Siate felici e vivrete più a lungo

di Redazione 1

 

La gioia di vivere cos’è? Potremmo darne sinceramente una definizione che non sia da dizionario? La letteratura, la filosofia e in tempi più recenti la psicologia clinica, hanno indagato l’animo umano quasi esclusivamente per le sue interazioni con il dolore e come questa condizione influisca nelle scelte e nelle percezioni.

Negli ultimi anni però una branca della psicologia s’è posta l’obiettivo di studiare, comprendere ed analizzare il benessere psicologico e ciò che lo determina.

Inutile sottolineare (ma con un po’ di buon senso lo riconosciamo tutti) che la “contentezza di sé” non è certo determinata dall’agiatezza economica e da una particolare e brillante carriera.

La marginalità di questi aspetti ne escono rinforzati dalle ricerche che Martin Seligman, docente di psicologia dell’Università della Pennsylvania ha condotto. Vi sono persone contente anche tra i poverissimi del mondo e la felicità paradossalmente non “si lascia condizionare” dall’essere in salute, dall’età o dalla piacevolezza fisica né dalla cultura.

 Ora però, se si può ragionevolmente asserire che tali fattori contribuiscano almeno in parte alla nostra serenità, ciò che realmente ci consente di star bene è la volontà di porsi con un atteggiamento positivo (e quindi è importante far leva su se stessi e il proprio carattere perché ciò accada) verso la vita, non è infatti una banalità sostenere che solo in questo modo è possibile superare i momenti più difficili. Diversamente il pessimismo, il vittimismo, la resa incondizionata alla sofferenza ne determina una ben più grande e offre pochi spunti ad una soluzione concreta delle proprie problematiche.

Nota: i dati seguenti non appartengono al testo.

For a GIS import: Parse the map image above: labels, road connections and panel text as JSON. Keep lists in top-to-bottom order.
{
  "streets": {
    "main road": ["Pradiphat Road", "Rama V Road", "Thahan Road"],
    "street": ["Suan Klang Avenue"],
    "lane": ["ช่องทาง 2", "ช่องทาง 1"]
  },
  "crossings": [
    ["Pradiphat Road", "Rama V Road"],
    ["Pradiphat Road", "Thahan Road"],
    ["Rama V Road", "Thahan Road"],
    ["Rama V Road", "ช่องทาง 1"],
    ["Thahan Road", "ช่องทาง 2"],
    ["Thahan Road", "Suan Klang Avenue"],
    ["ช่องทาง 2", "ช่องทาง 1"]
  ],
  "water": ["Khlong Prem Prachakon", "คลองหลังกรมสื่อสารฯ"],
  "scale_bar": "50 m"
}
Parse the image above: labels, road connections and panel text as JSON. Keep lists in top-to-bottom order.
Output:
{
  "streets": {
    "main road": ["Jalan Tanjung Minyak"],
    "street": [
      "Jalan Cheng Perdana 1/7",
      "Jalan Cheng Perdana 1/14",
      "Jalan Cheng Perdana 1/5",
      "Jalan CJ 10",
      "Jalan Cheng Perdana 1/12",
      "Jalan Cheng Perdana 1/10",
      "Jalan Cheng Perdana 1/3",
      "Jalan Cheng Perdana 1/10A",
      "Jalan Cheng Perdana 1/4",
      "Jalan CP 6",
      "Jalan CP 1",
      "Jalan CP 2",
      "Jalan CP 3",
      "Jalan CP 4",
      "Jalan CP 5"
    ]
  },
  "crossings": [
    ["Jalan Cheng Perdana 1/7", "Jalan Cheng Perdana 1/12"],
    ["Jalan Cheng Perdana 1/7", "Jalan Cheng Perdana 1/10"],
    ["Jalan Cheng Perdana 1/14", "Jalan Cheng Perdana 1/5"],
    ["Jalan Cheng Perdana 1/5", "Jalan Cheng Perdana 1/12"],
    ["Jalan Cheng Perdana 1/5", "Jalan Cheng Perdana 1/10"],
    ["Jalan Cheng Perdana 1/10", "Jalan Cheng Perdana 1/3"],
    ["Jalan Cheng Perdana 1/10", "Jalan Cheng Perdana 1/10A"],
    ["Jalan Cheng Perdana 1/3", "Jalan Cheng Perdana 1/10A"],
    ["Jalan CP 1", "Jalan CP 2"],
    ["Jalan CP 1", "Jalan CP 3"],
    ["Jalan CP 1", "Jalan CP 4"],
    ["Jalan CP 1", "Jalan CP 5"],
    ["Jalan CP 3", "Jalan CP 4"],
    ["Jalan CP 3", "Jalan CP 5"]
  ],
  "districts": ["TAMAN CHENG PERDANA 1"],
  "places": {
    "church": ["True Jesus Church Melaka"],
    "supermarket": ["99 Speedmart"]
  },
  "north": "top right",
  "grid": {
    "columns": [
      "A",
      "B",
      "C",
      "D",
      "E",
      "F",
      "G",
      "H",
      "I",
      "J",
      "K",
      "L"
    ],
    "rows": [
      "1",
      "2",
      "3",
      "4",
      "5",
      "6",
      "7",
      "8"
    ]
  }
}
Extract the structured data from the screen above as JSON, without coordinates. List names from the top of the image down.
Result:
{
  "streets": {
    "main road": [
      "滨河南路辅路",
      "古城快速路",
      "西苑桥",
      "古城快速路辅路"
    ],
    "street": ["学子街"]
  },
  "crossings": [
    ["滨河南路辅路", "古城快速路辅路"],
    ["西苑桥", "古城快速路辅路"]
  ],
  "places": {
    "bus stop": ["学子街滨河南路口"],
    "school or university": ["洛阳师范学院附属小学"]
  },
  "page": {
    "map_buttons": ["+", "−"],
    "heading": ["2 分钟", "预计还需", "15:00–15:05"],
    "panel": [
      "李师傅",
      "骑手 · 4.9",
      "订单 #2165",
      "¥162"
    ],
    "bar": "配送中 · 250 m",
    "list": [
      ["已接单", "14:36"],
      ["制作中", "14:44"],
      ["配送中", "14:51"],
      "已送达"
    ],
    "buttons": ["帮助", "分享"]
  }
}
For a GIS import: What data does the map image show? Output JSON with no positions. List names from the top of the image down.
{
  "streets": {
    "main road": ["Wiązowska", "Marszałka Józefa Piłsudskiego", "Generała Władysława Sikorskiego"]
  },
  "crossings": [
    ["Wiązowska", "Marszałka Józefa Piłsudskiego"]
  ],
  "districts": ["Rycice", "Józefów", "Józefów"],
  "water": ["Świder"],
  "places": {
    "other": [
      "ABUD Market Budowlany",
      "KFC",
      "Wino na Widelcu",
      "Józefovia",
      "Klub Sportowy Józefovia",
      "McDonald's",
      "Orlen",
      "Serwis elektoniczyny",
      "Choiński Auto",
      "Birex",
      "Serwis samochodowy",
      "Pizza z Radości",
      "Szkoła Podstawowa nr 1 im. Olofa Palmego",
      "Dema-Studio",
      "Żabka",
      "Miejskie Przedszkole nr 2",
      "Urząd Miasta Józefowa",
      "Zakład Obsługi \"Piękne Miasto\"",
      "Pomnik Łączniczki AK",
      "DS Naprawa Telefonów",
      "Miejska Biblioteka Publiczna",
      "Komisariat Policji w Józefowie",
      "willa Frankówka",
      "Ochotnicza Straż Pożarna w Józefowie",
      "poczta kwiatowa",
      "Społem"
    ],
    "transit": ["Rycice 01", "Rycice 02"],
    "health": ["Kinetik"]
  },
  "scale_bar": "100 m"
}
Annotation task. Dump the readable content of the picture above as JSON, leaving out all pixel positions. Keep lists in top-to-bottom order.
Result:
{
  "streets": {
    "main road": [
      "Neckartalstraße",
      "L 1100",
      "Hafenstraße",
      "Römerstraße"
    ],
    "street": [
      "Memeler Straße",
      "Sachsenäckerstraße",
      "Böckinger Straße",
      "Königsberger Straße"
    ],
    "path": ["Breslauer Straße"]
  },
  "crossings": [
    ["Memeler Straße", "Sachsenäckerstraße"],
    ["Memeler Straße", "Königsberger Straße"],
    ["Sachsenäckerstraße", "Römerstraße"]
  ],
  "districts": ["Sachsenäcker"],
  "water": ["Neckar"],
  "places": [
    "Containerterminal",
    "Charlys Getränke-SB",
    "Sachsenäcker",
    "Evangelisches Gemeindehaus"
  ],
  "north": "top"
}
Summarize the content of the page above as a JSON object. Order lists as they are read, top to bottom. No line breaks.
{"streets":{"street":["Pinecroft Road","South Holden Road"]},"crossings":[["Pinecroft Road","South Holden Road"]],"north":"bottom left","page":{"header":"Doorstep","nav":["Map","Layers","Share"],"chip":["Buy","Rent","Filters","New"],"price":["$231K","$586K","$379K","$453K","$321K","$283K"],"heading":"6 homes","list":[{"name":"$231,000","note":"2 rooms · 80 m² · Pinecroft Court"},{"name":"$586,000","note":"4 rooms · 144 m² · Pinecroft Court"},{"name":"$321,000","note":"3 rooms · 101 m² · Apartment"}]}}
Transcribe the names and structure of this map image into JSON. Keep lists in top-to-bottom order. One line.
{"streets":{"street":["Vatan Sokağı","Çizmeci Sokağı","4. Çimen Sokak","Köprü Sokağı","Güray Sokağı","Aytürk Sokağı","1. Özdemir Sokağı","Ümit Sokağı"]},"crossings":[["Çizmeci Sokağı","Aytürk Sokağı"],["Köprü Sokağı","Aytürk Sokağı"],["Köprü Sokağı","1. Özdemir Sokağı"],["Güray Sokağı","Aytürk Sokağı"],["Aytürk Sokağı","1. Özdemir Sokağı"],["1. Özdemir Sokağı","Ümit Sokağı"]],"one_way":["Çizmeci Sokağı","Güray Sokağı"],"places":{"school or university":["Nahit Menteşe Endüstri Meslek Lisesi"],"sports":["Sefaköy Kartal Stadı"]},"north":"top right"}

Purtroppo, adeguandoci ad una società che esalta l’individualismo più feroce e legata a filo doppio alla ricchezza (e beninteso non al benessere che è diversa categoria), siamo diventati edonisti, narcisisti e il piacere pare sia l’unico motivo di reale soddisfazione anche intima. Poco o nulla influenzati dal fatto che il progressivo crescere del reddito dal dopoguerra ad oggi, ci consenta lussi e vizi inimmaginabili in un passato neanche troppo lontano, ci rende instancabili “consumatori di piacere”.

Questo, inseguito, ambito, una volta realizzato non fa che creare un illusorio stato di appagamento che si conclude molto velocemente sprofondandoci uno stato di grande frustrazione e irrequietezza. Cercare di replicarlo, è assolutamente inutile. Intervengono degli inibitori che bloccano la produzione di serotonina: i neuroni infatti si attivano solo se ci sono nuove informazioni.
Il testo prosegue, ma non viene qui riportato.